# Waders



## johnf (Jan 20, 2012)

I've been kayak fishing for about 6 years now, but pretty much hang it in the garage when the weather gets below 75. My kayaks sits low, so I get a wet butt and I don't like being cold and wet. Anyhow, my older brother just got a kayak and wants to fish it year round here in Arkansas. I know it's not Minnesota, but cold and wet sucks here too. I was thinking that a set of waders would be just the ticket, but I don't know anything about them.

So I don't duck hunt or fly fish, I just want something to keep me warm and dry on my kayak. What do I need to look for and what would you recommend?


----------



## lobsterman (Sep 30, 2007)

johnf said:


> I've been kayak fishing for about 6 years now, but pretty much hang it in the garage when the weather gets below 75. My kayaks sits low, so I get a wet butt and I don't like being cold and wet. Anyhow, my older brother just got a kayak and wants to fish it year round here in Arkansas. I know it's not Minnesota, but cold and wet sucks here too. I was thinking that a set of waders would be just the ticket, but I don't know anything about them.
> 
> 
> 
> So I don't duck hunt or fly fish, I just want something to keep me warm and dry on my kayak. What do I need to look for and what would you recommend?




I am extremely pleased with my frog togg breathable wader pants. I use them all but summer time here in NW Florida. They are not cumbersome in my kayak.


Sent from my iPhone using Tapatalk


----------



## FC Medina24 (Mar 23, 2013)

Not smart to wear waders while traveling in a boat or other floating vessel. Too many horror stories of people drowning in waders. Very sad incident happened last month from this.


----------



## lobsterman (Sep 30, 2007)

FC Medina24 said:


> Not smart to wear waders while traveling in a boat or other floating vessel. Too many horror stories of people drowning in waders. Very sad incident happened last month from this.

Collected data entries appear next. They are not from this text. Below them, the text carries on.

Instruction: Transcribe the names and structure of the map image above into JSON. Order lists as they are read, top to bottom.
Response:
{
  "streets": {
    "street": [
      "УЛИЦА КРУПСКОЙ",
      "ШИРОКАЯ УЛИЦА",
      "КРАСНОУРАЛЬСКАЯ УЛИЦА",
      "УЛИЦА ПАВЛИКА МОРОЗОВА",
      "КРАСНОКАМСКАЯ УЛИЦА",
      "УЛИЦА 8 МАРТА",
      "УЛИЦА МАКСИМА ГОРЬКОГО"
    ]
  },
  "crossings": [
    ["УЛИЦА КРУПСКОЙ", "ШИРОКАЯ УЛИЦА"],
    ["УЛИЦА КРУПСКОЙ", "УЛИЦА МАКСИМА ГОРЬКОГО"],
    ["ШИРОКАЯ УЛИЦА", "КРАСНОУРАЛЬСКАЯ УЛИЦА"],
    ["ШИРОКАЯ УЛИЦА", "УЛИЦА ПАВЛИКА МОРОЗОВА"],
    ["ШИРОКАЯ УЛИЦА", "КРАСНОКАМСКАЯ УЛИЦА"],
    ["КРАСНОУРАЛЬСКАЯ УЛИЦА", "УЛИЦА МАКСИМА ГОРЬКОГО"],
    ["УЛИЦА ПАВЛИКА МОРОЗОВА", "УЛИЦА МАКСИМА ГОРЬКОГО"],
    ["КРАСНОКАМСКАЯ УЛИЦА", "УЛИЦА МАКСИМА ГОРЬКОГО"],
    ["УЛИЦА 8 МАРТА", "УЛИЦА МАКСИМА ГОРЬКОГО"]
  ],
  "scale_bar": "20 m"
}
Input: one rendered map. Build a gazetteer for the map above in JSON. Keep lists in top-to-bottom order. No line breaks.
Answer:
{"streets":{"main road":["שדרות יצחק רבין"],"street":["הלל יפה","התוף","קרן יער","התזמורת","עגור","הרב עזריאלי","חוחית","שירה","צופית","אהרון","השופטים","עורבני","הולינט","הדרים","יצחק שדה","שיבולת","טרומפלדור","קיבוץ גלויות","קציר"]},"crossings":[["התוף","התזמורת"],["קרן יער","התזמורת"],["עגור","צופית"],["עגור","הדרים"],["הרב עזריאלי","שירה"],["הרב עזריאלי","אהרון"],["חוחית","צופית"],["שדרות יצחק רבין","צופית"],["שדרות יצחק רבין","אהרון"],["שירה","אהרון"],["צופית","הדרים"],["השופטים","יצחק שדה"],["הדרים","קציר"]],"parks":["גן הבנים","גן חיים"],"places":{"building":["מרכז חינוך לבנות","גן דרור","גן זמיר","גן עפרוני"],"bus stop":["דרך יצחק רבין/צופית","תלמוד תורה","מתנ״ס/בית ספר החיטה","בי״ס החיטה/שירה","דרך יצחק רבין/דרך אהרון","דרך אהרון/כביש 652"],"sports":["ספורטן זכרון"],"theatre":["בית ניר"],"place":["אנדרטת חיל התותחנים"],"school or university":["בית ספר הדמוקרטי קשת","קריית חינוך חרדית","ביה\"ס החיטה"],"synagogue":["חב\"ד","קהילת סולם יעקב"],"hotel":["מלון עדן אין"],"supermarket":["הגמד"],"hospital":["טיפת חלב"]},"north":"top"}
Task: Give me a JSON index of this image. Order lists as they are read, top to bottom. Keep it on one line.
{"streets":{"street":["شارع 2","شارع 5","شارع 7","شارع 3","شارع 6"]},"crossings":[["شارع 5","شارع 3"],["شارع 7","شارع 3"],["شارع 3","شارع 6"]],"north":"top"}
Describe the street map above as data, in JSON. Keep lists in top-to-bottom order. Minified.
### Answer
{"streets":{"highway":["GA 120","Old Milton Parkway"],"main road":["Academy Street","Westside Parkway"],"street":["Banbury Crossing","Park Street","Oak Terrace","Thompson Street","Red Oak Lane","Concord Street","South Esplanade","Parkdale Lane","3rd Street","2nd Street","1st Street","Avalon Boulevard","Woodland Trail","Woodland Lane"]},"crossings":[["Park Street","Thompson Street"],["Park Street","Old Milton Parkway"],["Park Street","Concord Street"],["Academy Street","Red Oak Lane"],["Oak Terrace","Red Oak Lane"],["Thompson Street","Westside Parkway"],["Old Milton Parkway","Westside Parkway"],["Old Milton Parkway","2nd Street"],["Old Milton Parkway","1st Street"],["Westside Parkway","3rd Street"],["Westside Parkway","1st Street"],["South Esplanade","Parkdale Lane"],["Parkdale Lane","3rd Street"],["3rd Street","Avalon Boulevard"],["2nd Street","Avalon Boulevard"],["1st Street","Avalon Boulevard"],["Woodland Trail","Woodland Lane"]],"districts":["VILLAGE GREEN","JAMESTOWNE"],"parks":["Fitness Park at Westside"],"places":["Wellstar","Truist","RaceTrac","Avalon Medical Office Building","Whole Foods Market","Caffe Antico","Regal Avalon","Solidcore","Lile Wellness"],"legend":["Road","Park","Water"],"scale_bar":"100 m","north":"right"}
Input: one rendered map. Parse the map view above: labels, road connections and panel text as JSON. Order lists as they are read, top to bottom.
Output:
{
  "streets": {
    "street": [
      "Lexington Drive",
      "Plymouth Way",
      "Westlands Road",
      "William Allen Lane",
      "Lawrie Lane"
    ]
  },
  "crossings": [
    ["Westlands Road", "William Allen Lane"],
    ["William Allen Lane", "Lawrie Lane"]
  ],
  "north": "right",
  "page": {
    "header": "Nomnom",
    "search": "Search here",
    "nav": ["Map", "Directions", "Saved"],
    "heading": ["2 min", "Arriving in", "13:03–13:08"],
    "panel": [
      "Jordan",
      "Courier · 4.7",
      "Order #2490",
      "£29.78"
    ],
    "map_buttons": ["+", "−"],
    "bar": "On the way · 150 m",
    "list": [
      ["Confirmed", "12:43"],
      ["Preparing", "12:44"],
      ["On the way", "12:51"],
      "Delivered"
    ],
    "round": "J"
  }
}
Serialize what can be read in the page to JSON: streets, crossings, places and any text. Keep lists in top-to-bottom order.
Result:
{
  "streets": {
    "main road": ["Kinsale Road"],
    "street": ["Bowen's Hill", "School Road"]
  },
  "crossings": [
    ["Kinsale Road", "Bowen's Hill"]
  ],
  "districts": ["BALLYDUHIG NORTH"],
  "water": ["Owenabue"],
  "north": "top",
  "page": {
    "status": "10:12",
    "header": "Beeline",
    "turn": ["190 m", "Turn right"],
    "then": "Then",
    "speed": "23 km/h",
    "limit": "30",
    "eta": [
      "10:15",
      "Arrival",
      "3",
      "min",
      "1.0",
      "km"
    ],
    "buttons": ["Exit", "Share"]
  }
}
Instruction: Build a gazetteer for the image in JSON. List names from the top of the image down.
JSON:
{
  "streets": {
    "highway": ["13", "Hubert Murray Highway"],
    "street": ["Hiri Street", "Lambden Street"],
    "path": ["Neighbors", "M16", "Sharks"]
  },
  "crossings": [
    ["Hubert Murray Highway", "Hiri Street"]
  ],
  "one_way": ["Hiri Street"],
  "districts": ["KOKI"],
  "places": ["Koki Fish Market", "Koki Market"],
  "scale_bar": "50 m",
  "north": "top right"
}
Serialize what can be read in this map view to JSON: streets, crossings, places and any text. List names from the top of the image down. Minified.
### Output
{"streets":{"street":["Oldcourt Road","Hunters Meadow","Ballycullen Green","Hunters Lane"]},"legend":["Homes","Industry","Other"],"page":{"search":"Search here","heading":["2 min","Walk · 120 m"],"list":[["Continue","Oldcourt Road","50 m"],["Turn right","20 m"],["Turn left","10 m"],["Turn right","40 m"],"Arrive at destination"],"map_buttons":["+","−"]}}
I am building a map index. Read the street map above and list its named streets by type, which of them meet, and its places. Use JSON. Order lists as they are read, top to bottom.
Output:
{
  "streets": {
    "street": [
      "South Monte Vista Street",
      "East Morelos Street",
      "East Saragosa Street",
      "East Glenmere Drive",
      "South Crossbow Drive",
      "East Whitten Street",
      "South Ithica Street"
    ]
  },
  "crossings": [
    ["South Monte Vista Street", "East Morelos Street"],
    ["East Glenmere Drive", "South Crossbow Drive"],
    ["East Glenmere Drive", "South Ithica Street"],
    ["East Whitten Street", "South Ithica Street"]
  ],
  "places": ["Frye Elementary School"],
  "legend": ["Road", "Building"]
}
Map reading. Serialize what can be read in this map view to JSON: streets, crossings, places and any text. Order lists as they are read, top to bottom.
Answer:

Breathable waders are supposed to be not as risky. I have not tried them out to see but that is what they say anyway.


Sent from my iPhone using Tapatalk


----------



## cody&ryand (Oct 3, 2007)

FC Medina24 said:


> Not smart to wear waders while traveling in a boat or other floating vessel. Too many horror stories of people drowning in waders. Very sad incident happened last month from this.


I agree 100%


----------



## johnf (Jan 20, 2012)

FC Medina24 said:


> Not smart to wear waders while traveling in a boat or other floating vessel. Too many horror stories of people drowning in waders. Very sad incident happened last month from this.


Even with a PFD?


----------



## Flounderpounder (Oct 3, 2007)

I'd go with a wet or dry suit, instead of a sea anchor.


----------



## cody&ryand (Oct 3, 2007)

johnf said:


> Even with a PFD?


The pfd may help but i still wouldn't chance it.


----------



## rbecker08 (Dec 7, 2014)

Why not try the dumdum answer...scupper plugs and putting something under the seat cushion 

Sent from my SM-G955U using Tapatalk


----------



## Capnmichael (Sep 18, 2015)

Get some rubber coveralls.

But for the record ive spent hours on hours in my kayak with waders on. I do conskder myself very adept in a kayak so I wasn't worried but how often do you actually tip over in your kayak?


----------



## sealark (Sep 27, 2007)

Capnmichael said:


> Get some rubber coveralls.
> 
> But for the record ive spent hours on hours in my kayak with waders on. I do conskder myself very adept in a kayak so I wasn't worried but how often do you actually tip over in your kayak?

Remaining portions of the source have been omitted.